__Materials provided__
== Segment start ==

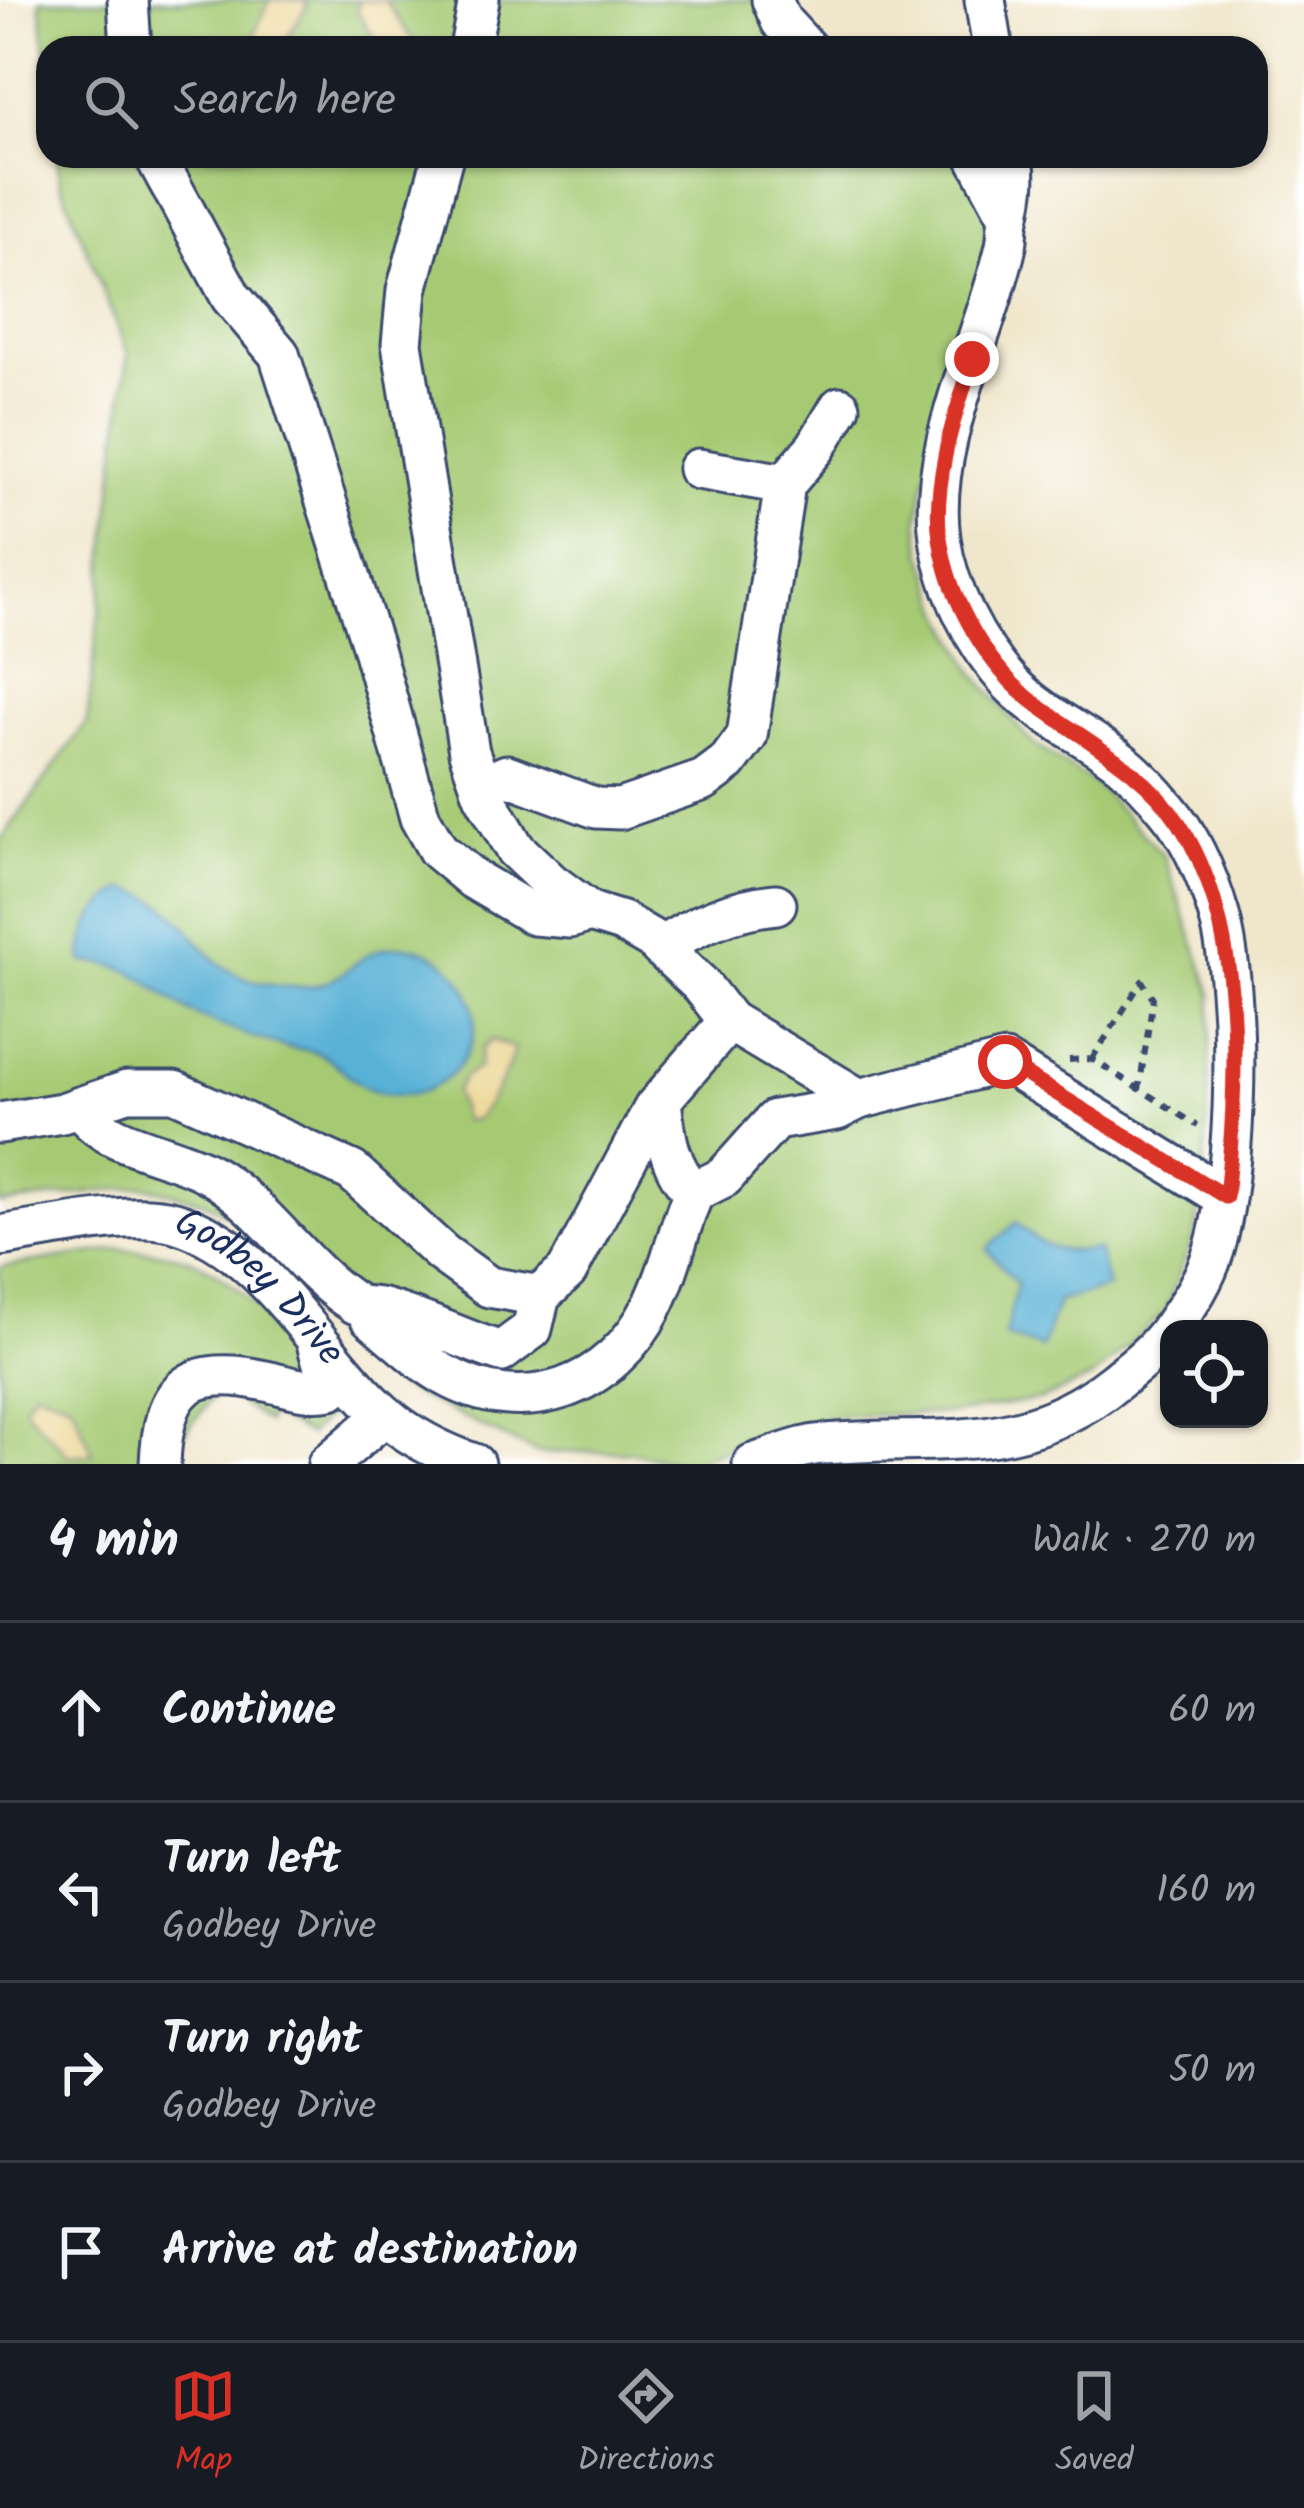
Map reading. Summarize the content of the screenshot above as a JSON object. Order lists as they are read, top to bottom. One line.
{"streets":{"street":["Godbey Drive"]},"page":{"search":"Search here","heading":["4 min","Walk · 270 m"],"list":[["Continue","60 m"],["Turn left","Godbey Drive","160 m"],["Turn right","Godbey Drive","50 m"],"Arrive at destination"],"nav":["Map","Directions","Saved"]}}
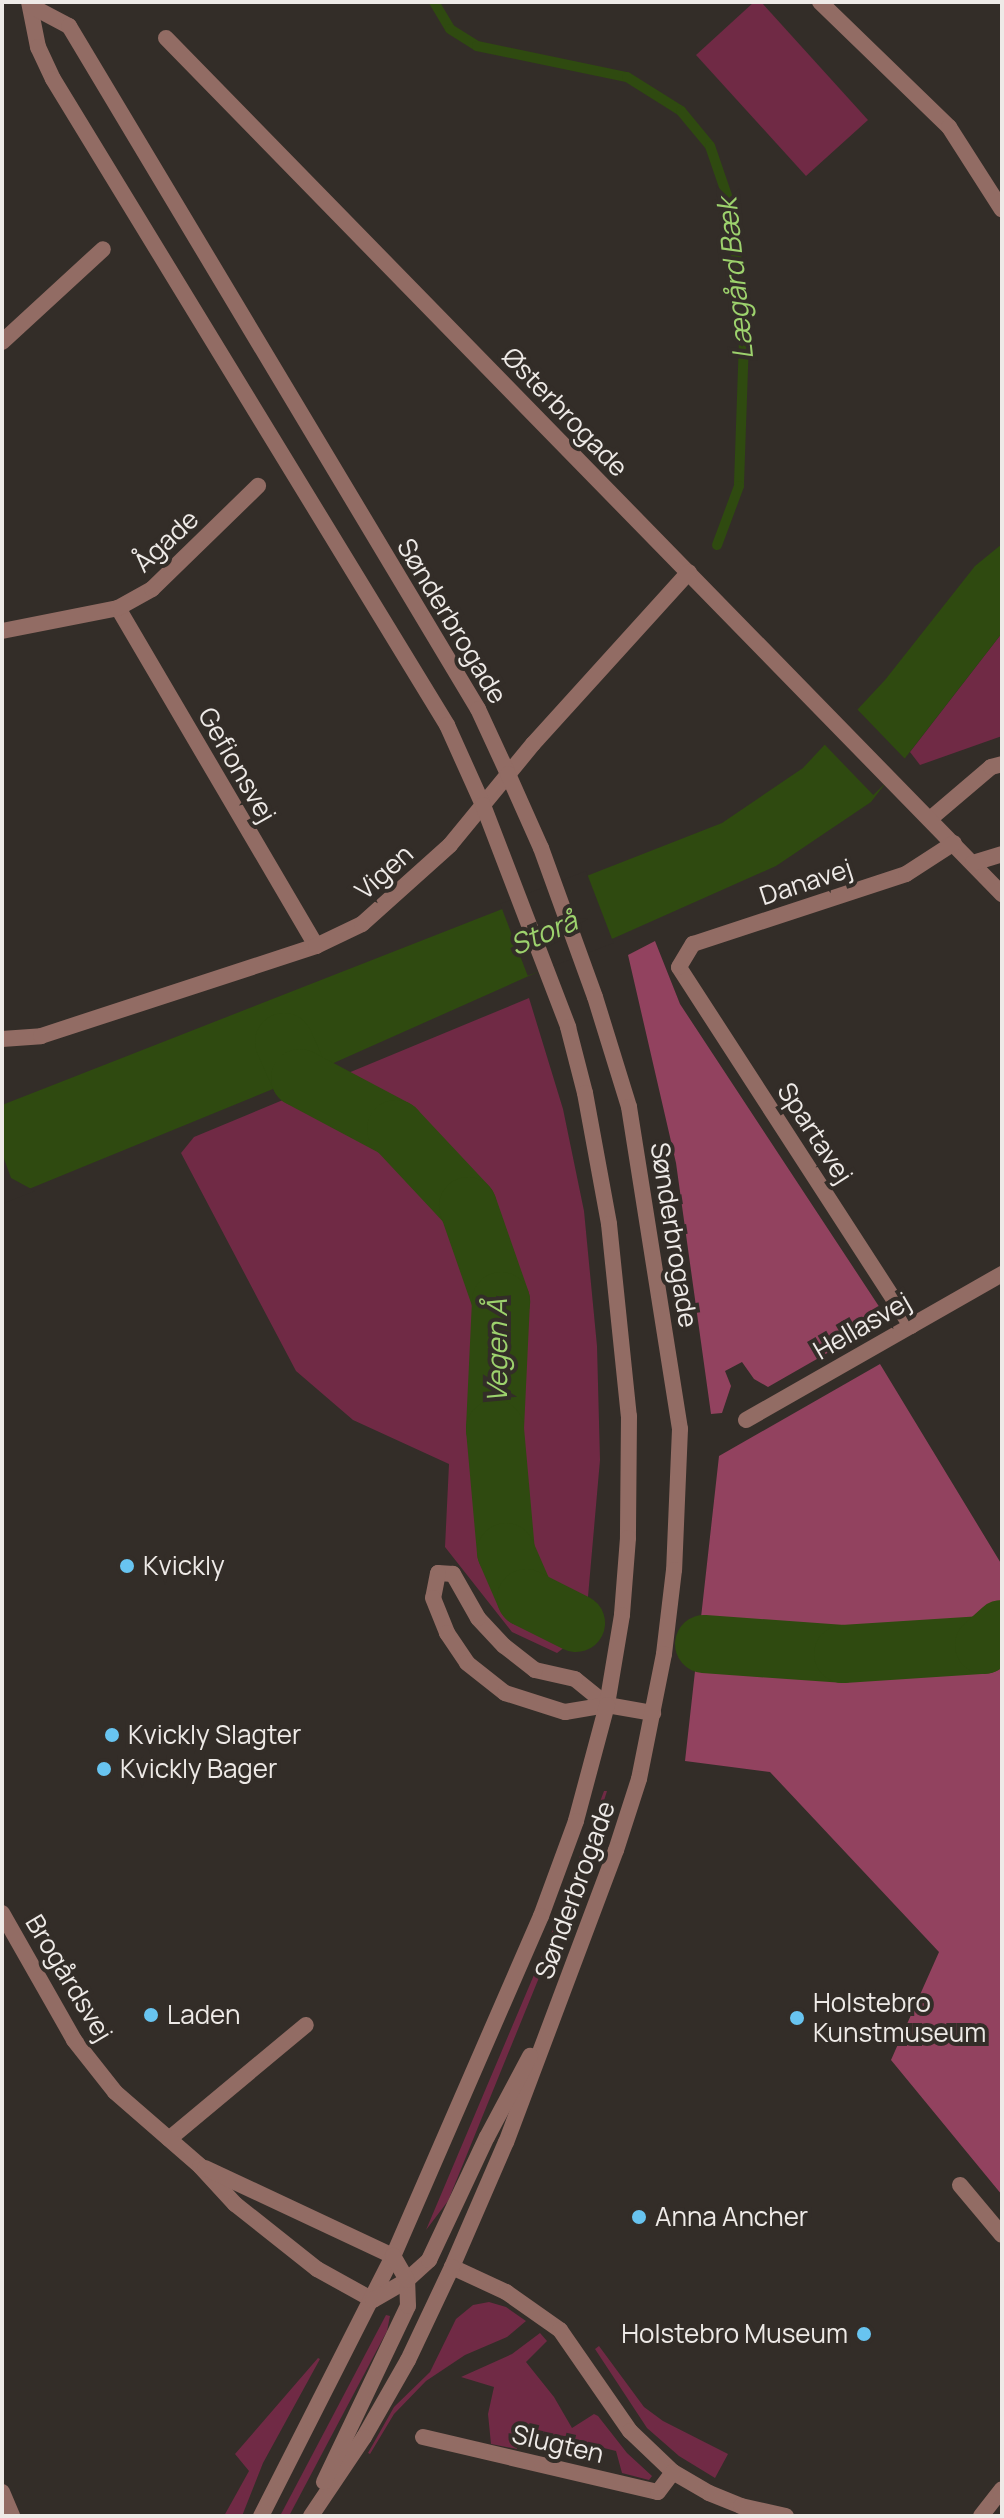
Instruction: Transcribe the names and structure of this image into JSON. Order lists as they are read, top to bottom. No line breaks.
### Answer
{"streets":{"street":["Østerbrogade","Ågade","Sønderbrogade","Gefionsvej","Vigen","Danavej","Spartavej","Hellasvej","Brogårdsvej","Slugten"]},"crossings":[["Østerbrogade","Vigen"],["Østerbrogade","Danavej"],["Ågade","Gefionsvej"],["Sønderbrogade","Vigen"],["Sønderbrogade","Brogårdsvej"],["Gefionsvej","Vigen"],["Danavej","Spartavej"],["Spartavej","Hellasvej"]],"water":["Lægård Bæk","Storå","Vegen Å"],"places":["Kvickly","Kvickly Slagter","Kvickly Bager","Laden","Holstebro Kunstmuseum","Anna Ancher","Holstebro Museum"]}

== Segment end ==

__Work to complete__
Return only the lines running from the line with "Instruction: Transcribe the" to the last line of the records, both included, exactly as written.

__Result of the task__
Instruction: Transcribe the names and structure of this image into JSON. Order lists as they are read, top to bottom. No line breaks.
### Answer
{"streets":{"street":["Østerbrogade","Ågade","Sønderbrogade","Gefionsvej","Vigen","Danavej","Spartavej","Hellasvej","Brogårdsvej","Slugten"]},"crossings":[["Østerbrogade","Vigen"],["Østerbrogade","Danavej"],["Ågade","Gefionsvej"],["Sønderbrogade","Vigen"],["Sønderbrogade","Brogårdsvej"],["Gefionsvej","Vigen"],["Danavej","Spartavej"],["Spartavej","Hellasvej"]],"water":["Lægård Bæk","Storå","Vegen Å"],"places":["Kvickly","Kvickly Slagter","Kvickly Bager","Laden","Holstebro Kunstmuseum","Anna Ancher","Holstebro Museum"]}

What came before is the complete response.